_Exercise objective_.
Retype every entry precisely and keep each line whole.
[[ Data records open ]]
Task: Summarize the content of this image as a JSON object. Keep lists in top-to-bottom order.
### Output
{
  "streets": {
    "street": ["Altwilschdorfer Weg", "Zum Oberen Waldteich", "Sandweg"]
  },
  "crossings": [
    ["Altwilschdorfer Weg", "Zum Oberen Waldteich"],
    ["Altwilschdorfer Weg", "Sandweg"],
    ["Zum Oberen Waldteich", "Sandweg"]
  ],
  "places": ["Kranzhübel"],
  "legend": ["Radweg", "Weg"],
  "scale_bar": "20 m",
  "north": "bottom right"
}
[[ Data records closed ]]
_Your response_.
Task: Summarize the content of this image as a JSON object. Keep lists in top-to-bottom order.
### Output
{
  "streets": {
    "street": ["Altwilschdorfer Weg", "Zum Oberen Waldteich", "Sandweg"]
  },
  "crossings": [
    ["Altwilschdorfer Weg", "Zum Oberen Waldteich"],
    ["Altwilschdorfer Weg", "Sandweg"],
    ["Zum Oberen Waldteich", "Sandweg"]
  ],
  "places": ["Kranzhübel"],
  "legend": ["Radweg", "Weg"],
  "scale_bar": "20 m",
  "north": "bottom right"
}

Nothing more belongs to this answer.